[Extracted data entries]
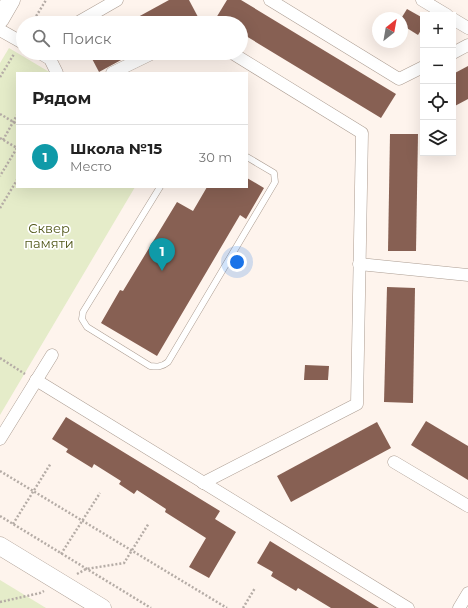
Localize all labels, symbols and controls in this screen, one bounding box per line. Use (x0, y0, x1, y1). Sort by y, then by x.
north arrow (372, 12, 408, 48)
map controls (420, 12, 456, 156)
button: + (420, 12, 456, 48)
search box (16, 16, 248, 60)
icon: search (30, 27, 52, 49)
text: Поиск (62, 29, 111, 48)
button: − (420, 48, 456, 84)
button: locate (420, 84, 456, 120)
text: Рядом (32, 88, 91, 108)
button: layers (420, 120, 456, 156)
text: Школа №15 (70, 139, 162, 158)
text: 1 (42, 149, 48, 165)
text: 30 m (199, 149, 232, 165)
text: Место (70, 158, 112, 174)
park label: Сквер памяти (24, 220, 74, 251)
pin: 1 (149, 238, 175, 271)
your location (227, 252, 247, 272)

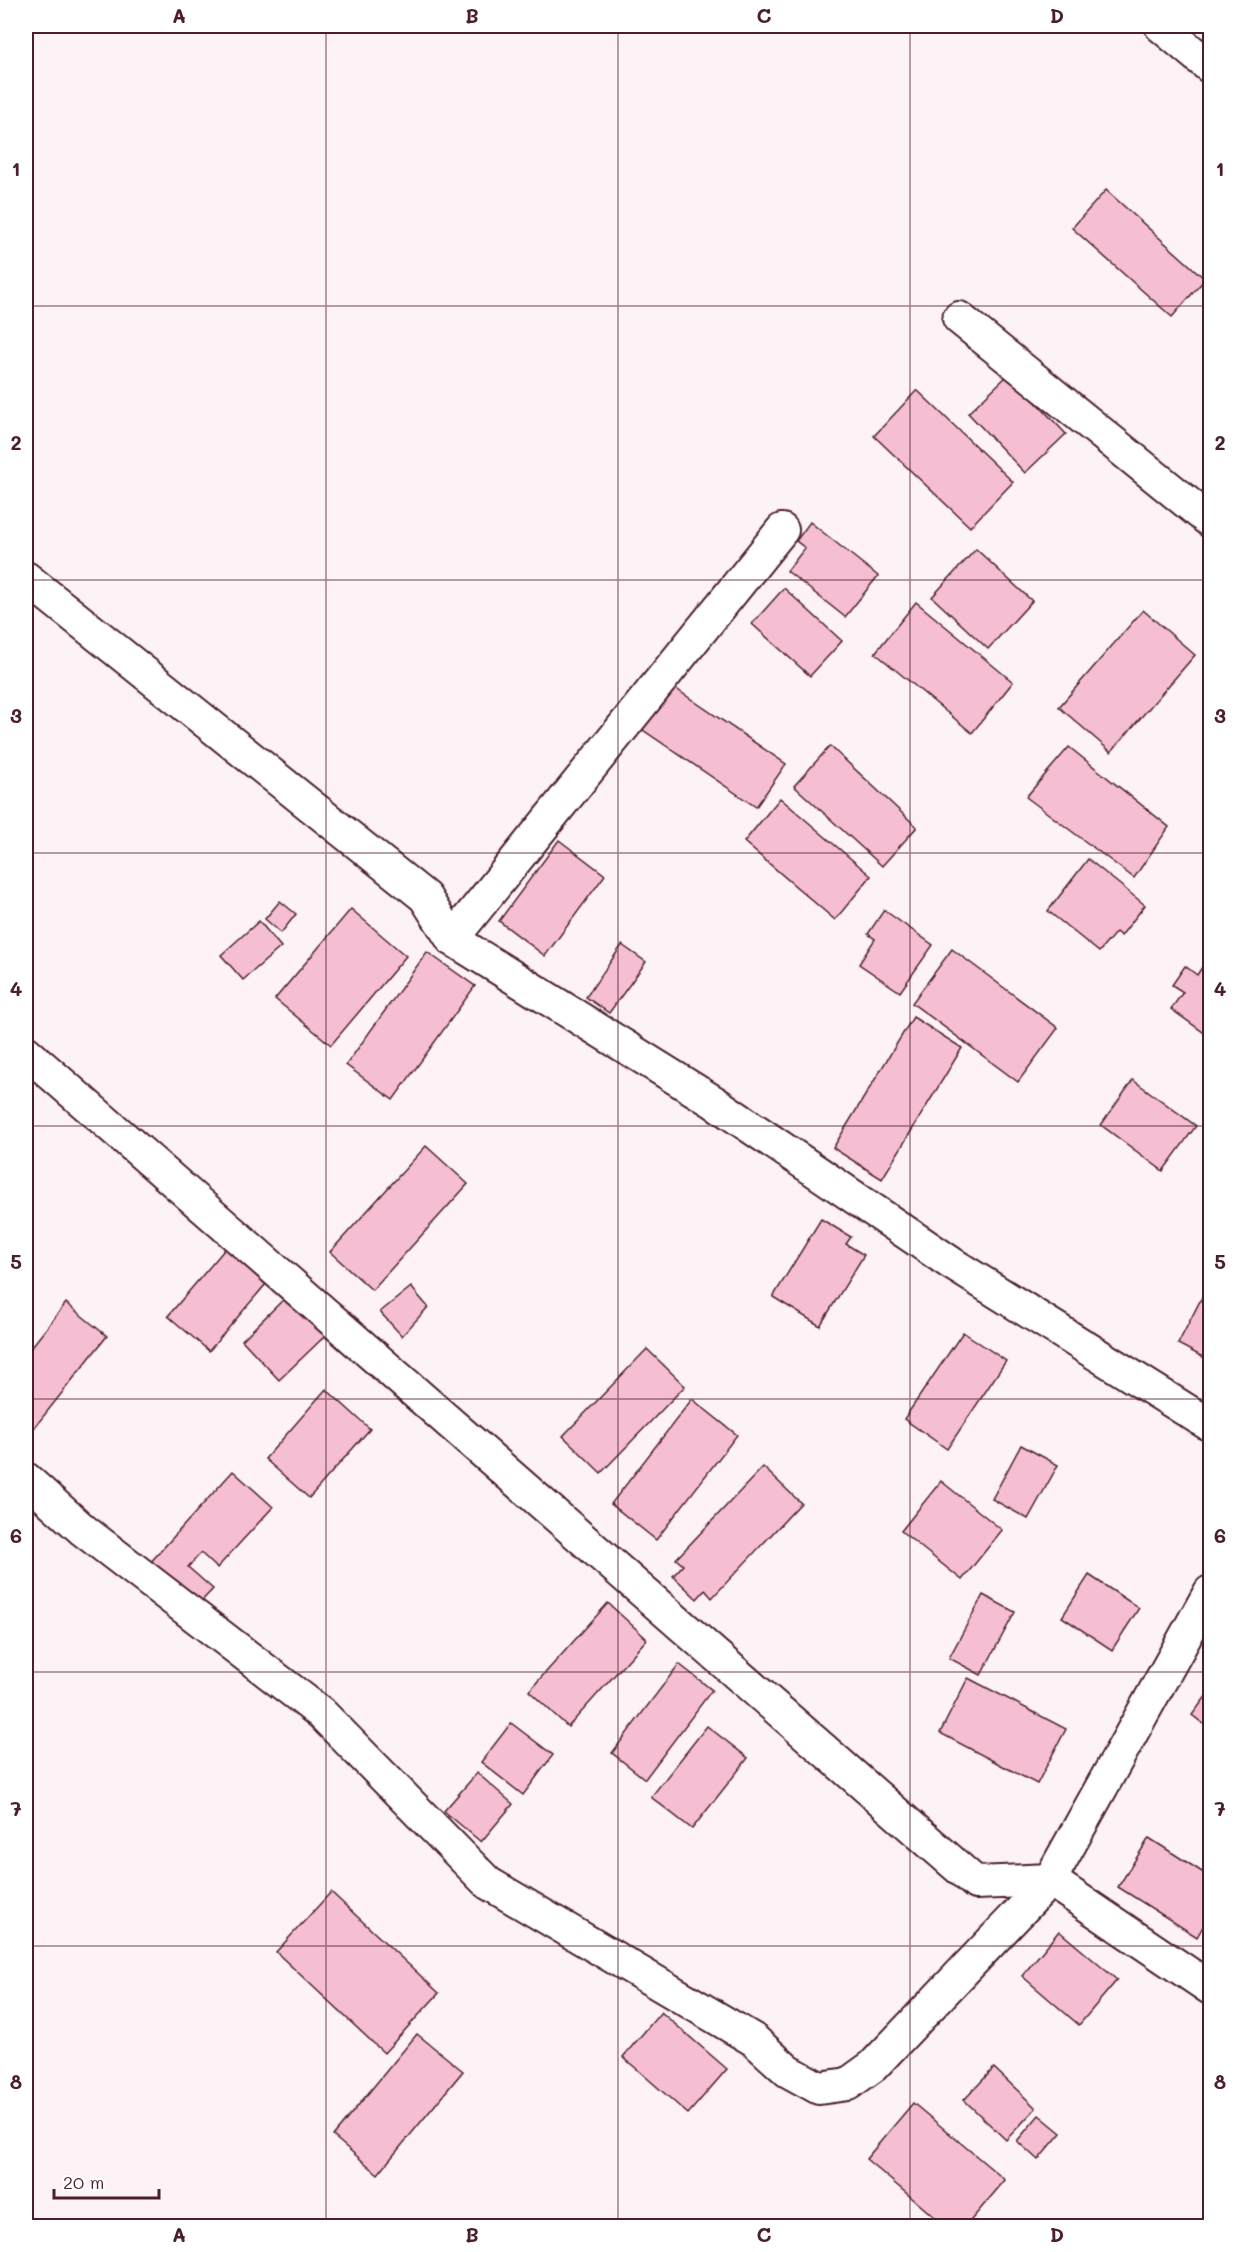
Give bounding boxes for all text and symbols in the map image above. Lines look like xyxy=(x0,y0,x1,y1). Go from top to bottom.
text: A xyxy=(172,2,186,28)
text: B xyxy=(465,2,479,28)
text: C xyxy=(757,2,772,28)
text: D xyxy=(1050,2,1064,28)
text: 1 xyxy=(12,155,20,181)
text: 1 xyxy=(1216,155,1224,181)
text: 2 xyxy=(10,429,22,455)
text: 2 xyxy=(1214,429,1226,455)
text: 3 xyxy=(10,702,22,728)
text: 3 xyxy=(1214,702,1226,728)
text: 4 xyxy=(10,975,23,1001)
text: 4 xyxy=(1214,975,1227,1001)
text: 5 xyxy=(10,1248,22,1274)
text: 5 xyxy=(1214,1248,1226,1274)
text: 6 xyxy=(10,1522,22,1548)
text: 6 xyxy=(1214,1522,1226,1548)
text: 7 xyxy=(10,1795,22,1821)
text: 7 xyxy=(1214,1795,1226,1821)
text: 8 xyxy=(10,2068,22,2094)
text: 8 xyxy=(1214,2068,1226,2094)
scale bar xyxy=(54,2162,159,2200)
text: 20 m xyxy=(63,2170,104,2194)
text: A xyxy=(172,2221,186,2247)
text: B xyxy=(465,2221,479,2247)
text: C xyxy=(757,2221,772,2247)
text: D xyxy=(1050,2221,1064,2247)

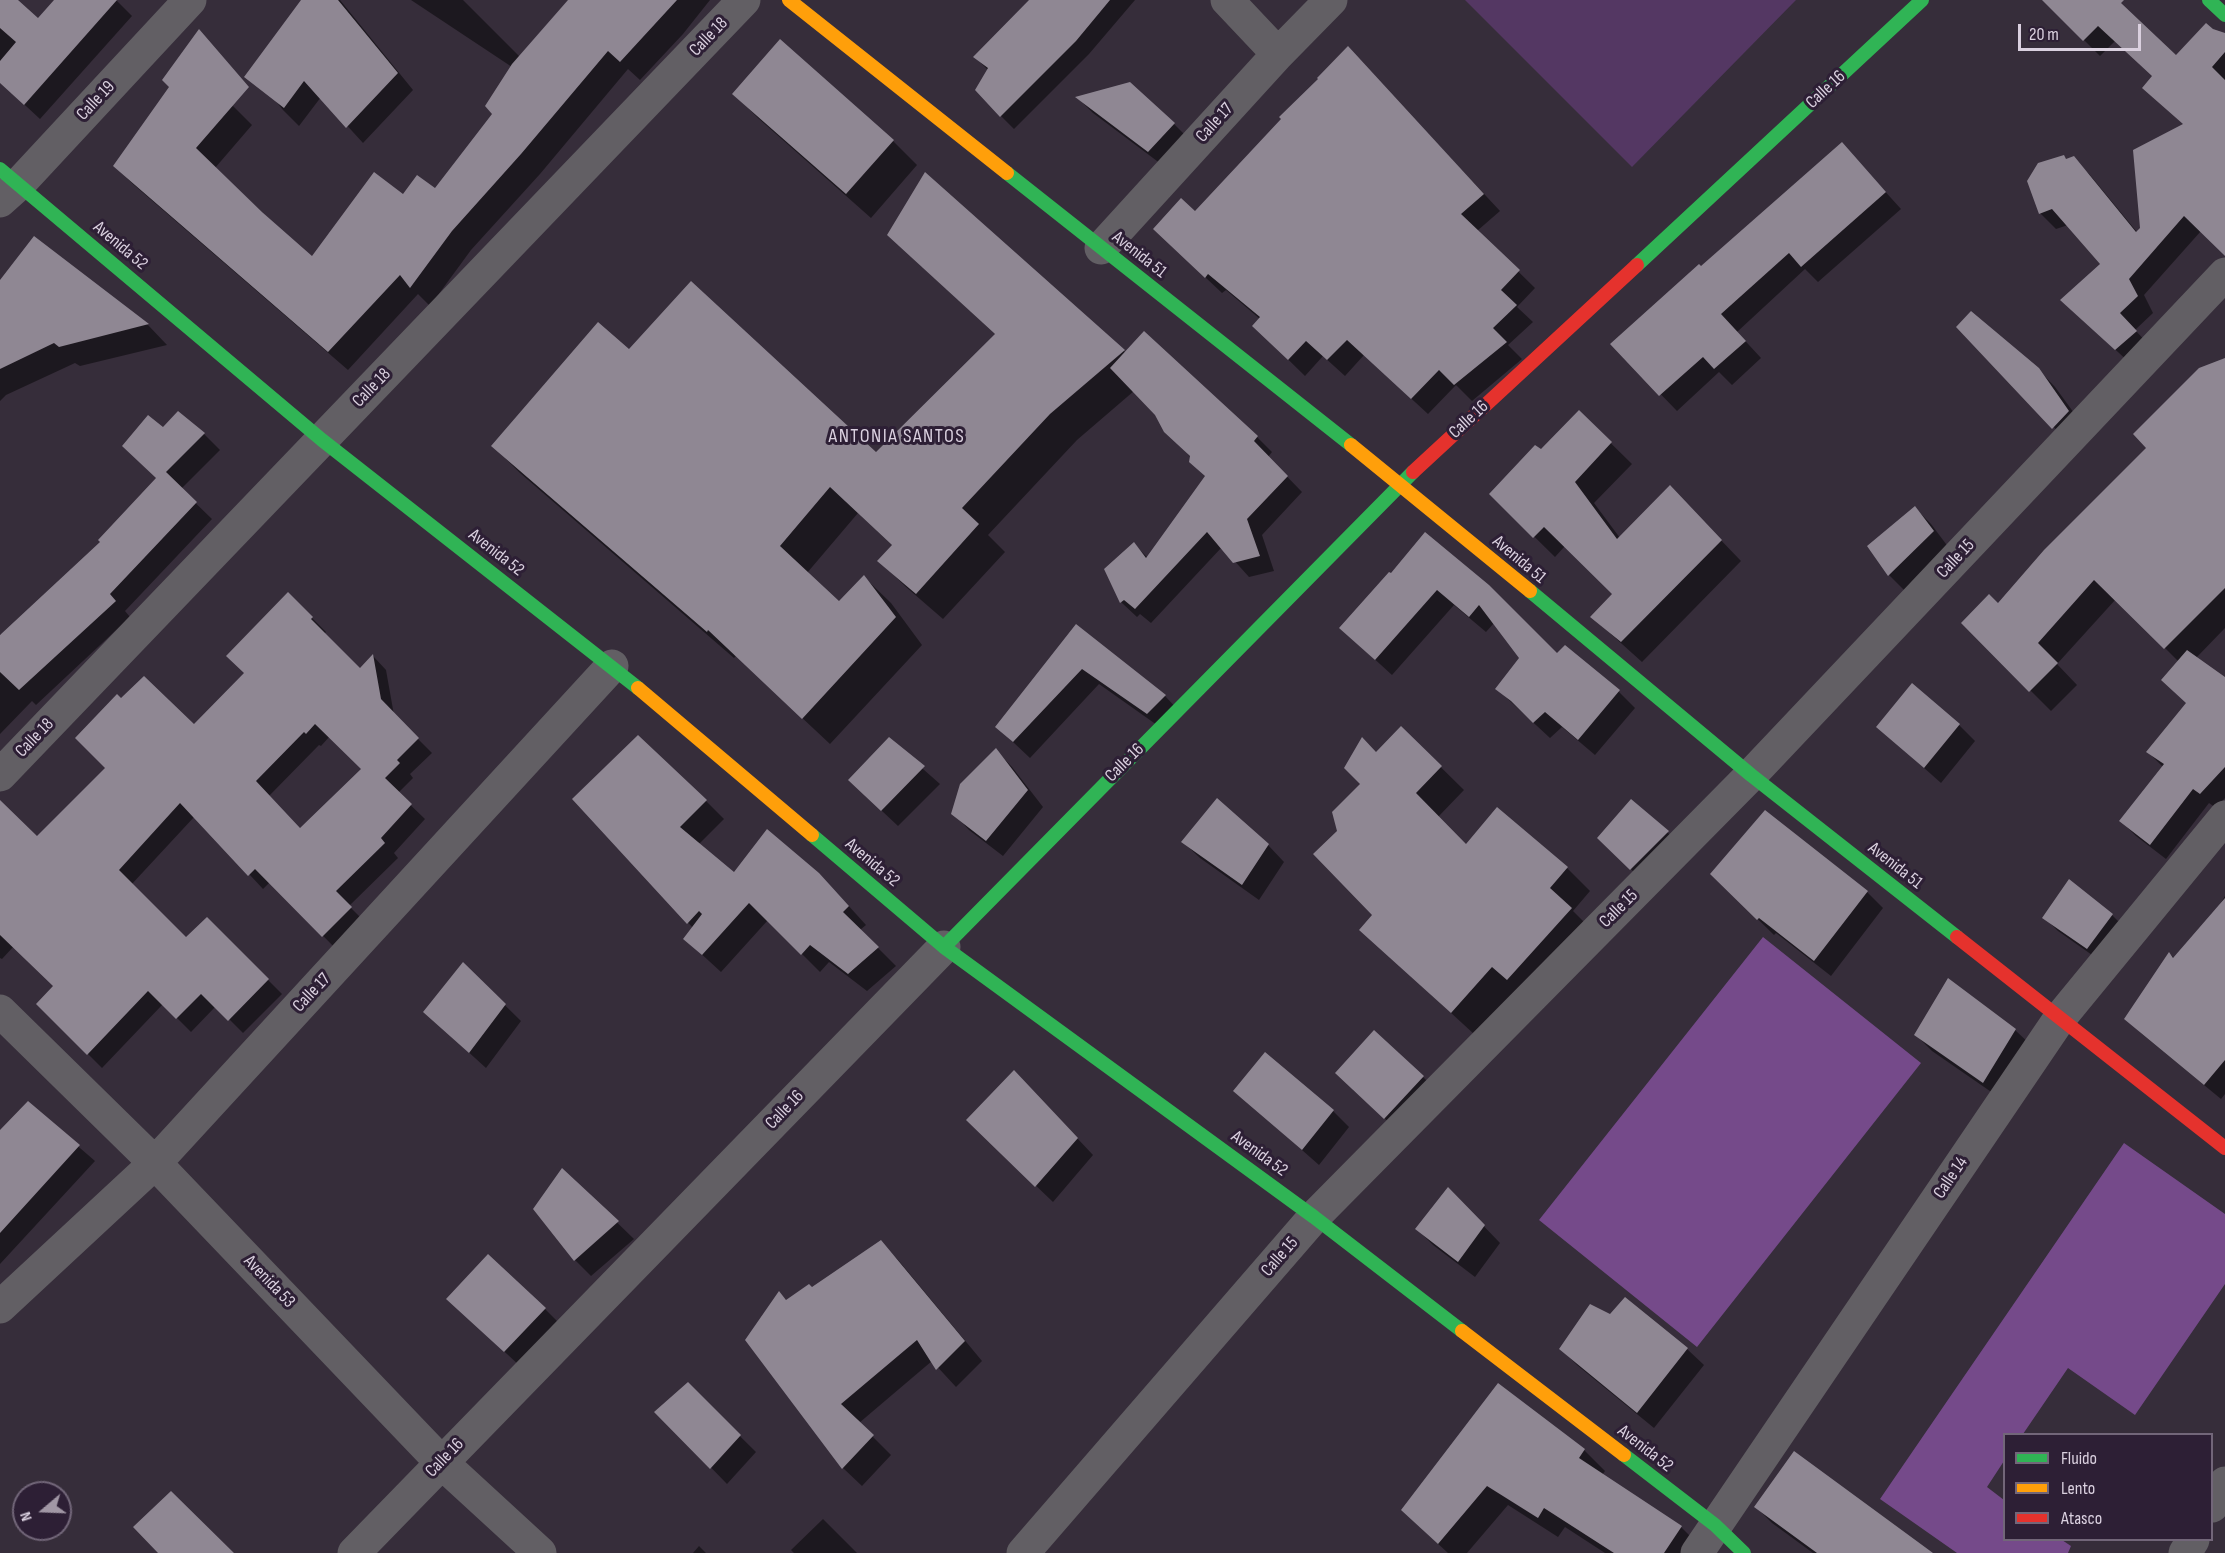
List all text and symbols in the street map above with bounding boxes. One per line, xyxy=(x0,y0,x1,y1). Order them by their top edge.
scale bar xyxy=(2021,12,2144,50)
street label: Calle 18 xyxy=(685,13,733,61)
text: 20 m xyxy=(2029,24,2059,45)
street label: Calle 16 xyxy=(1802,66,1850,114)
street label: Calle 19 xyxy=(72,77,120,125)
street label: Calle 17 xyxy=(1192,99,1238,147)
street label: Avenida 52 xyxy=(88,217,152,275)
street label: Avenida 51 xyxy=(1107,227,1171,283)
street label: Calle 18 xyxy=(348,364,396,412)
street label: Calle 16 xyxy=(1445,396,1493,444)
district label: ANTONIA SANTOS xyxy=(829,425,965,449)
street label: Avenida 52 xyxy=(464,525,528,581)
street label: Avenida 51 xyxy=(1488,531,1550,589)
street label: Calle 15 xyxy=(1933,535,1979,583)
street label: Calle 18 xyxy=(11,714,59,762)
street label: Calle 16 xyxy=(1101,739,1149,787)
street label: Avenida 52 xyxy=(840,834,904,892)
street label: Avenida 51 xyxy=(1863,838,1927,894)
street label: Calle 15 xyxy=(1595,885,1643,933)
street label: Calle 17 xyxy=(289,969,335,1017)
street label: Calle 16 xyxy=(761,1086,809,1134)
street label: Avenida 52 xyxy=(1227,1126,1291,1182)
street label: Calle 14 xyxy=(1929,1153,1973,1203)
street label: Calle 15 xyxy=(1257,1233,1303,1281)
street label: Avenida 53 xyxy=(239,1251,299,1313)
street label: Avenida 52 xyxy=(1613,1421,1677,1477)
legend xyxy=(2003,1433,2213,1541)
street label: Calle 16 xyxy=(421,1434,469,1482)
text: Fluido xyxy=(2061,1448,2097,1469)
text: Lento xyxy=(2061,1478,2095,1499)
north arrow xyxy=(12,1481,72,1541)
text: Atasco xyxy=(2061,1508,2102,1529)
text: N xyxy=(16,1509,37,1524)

## Problem
Write out every line of the data that holds the word "boxes".

## Final answer
Give bounding boxes for all text and symbols in the map image above. Lines look like xyxy=(x0,y0,x1,y1). Go from top to bottom.
List all text and symbols in the street map above with bounding boxes. One per line, xyxy=(x0,y0,x1,y1). Order them by their top edge.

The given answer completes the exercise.